Modern social democracies intervene vastly in people’s lives, but it would be very naive indeed to imagine they do so to “rectify” an unjust distribution of landed properties. Note that Nozick’s rectification principle is very precise: it has to do with property holdings, not vaguely defined, self-perceived “injustices” that society inflicts on you or me. Applying it doesn’t open the door to New Deal-like interventionism.
Linklater’s soft spot for modern liberalism brings him to see contemporary libertarianism as a dangerous evasion of his much-cherished Lockean fairness. To wit, Owning the Earth ends with a denunciation of the financial crisis as “a failed experiment” in Austrian economics.
It is very difficult to make sense of these pages of the book, for Linklater’s command of Austrian theory is not impressive. Also it is surprising that, in a book dedicated to the question of land, Henry George’s theory of booms and busts only makes a fleeting appearance. On the other hand, Linklater advances a novel and somewhat quaint interpretation of Carl Menger: he thinks the Austrian’s theory of money had consequences that were the “opposite of what his twentieth-century followers had claimed—they made government regulation of financial markets absolutely essential.” Such an interpretation raises the question that original insights often prompt: if this is so, why didn’t somebody else think it before?
Ludwig von Mises is dismissed as an “upper class” and “resolutely snobbish” economist whose views were “restricted by his background.” Quite frankly, anyone encountering Mises’ ideas for the first time by reading Owning the Earth will not come away understanding them very well. Linklater focuses almost exclusively on a couple of chapters at the beginning of Socialism (1922) to make the point that, by dismissing the Lockean account of original appropriation, Mises was also parting with that “fairness” which alone can suffuse property with a sense of legitimacy. In actual fact, in rejecting an “eternally valid idea of justice which it is the duty of the State to recognize and realize,” Mises wanted to point out that the fabric of law is in itself a longtime evolutionary process.

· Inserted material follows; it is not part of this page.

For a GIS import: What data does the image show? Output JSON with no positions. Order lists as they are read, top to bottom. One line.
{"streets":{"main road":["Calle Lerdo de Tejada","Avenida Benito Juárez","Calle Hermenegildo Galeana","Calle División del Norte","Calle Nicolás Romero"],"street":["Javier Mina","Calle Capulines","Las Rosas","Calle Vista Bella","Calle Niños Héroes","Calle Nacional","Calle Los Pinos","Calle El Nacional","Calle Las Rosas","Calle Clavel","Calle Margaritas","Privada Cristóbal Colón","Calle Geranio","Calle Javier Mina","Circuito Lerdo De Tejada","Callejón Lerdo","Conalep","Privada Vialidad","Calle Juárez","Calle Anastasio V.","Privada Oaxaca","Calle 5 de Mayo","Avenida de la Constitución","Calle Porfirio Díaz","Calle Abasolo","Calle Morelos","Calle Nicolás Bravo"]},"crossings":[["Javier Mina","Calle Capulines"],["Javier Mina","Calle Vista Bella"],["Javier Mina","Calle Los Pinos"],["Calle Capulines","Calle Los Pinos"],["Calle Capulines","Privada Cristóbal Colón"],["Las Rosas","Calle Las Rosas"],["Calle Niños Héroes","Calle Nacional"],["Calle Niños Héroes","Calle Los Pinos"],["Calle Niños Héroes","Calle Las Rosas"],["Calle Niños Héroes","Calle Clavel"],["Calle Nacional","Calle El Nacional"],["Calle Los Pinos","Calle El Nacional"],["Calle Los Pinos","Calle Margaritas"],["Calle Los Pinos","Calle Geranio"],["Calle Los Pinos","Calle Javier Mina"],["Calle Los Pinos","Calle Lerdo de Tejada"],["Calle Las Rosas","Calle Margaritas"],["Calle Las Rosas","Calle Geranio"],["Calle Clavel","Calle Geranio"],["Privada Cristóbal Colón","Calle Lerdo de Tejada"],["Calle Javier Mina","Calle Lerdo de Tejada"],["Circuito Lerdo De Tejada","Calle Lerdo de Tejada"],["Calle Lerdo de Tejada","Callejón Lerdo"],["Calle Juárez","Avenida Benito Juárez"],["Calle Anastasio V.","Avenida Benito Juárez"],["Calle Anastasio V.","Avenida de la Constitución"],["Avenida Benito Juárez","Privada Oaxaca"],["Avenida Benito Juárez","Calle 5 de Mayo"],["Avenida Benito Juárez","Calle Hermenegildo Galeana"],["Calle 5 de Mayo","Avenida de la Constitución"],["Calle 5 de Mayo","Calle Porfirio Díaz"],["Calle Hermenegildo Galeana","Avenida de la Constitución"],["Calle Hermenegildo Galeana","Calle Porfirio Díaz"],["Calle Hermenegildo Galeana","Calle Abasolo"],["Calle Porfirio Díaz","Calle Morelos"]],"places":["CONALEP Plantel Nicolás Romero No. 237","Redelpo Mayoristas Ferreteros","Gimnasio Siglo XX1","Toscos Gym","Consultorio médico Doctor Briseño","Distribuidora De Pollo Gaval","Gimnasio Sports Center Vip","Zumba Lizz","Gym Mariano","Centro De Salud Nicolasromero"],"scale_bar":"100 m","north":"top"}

The author makes Mises out to be a cynic based on a couple of quotations: on the origin of property being violence, and on human nature’s not having harbored “an idea of justice from the beginning.” These are not solid grounds on which to convict the venerable Austrian economist of such a sin. Indeed, just to quote from the same chapter of Socialism:
In Liberalism humanity becomes conscious of the powers which guide its development. The darkness which lay over the paths of history recedes. Man begins to understand social life and allows it to develop consciously.
Mises was not a proponent of a “Hobbesian capitalism,” whatever it may be.

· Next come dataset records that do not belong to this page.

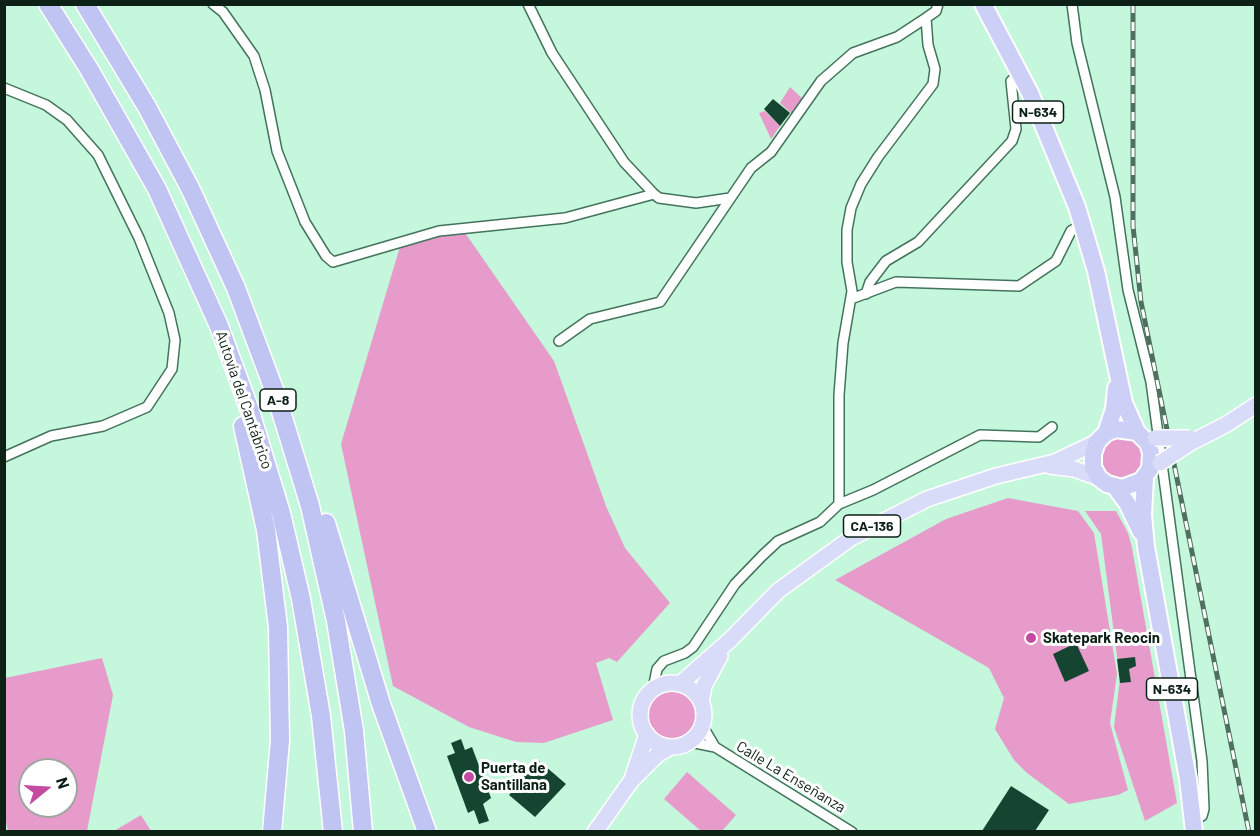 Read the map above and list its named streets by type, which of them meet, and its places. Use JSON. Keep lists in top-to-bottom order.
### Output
{
  "streets": {
    "highway": ["N-634", "Autovía del Cantábrico", "A-8"],
    "main road": ["CA-136"],
    "street": ["Calle La Enseñanza"]
  },
  "places": ["Skatepark Reocin", "Puerta de Santillana"],
  "north": "right"
} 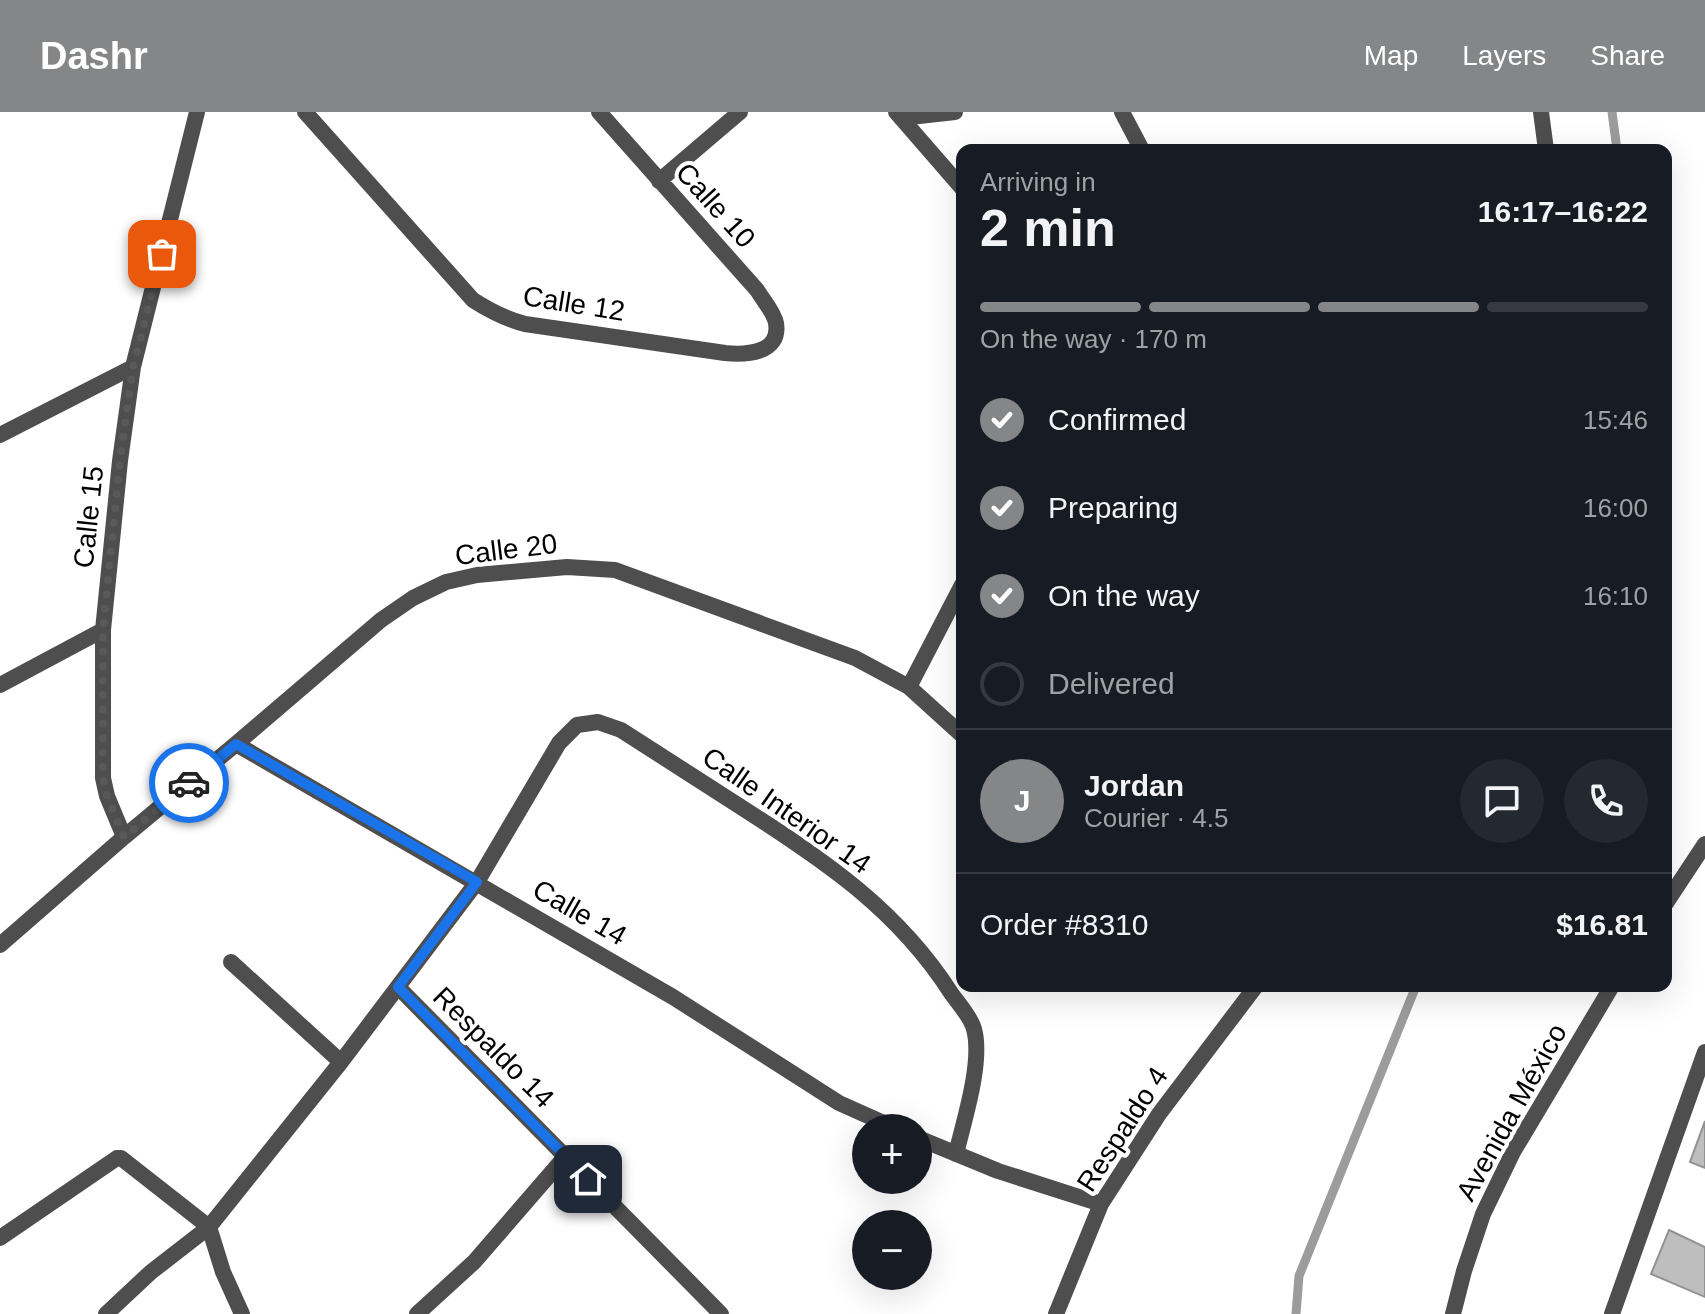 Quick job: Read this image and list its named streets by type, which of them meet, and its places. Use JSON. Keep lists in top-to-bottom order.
{
  "streets": {
    "street": [
      "Calle 10",
      "Calle 12",
      "Calle 15",
      "Calle 20",
      "Calle Interior 14",
      "Calle 14",
      "Respaldo 14",
      "Avenida México",
      "Respaldo 4"
    ]
  },
  "crossings": [
    ["Calle 10", "Calle 12"],
    ["Calle 15", "Calle 20"],
    ["Calle 20", "Calle 14"],
    ["Calle Interior 14", "Calle 14"]
  ],
  "page": {
    "header": "Dashr",
    "nav": ["Map", "Layers", "Share"],
    "heading": ["2 min", "Arriving in", "16:17–16:22"],
    "panel": [
      "Jordan",
      "Courier · 4.5",
      "Order #8310",
      "$16.81"
    ],
    "bar": "On the way · 170 m",
    "list": [
      ["Confirmed", "15:46"],
      ["Preparing", "16:00"],
      ["On the way", "16:10"],
      "Delivered"
    ],
    "round": "J",
    "map_buttons": ["+", "−"]
  }
}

It would be uncharitable to compare Linklater’s Owning the Earth with Richard Pipes’ Property and Freedom (1999), the other wide-ranging book on the subject of property that comes to mind. It would be uncharitable not only because Pipes is one of the master historians of our time, but also because Pipes, by dealing mainly with England and Russia, tuned what began as a very broad analysis of property to a precise focus.
If we were to speak of Linklater as having committed any sins, his would probably have to do with ambition. Nobody could have mastered so vast a subject as the one he took on in his last book. It is, however, a most pleasant read, and because it is, it will surely conquer the imagination of many. Its occasionally muddled interpretations will weaken its impact. But Andro Linklater’s gallant effort to put the issue of the ownership of land back at the center of the debate deserves praise.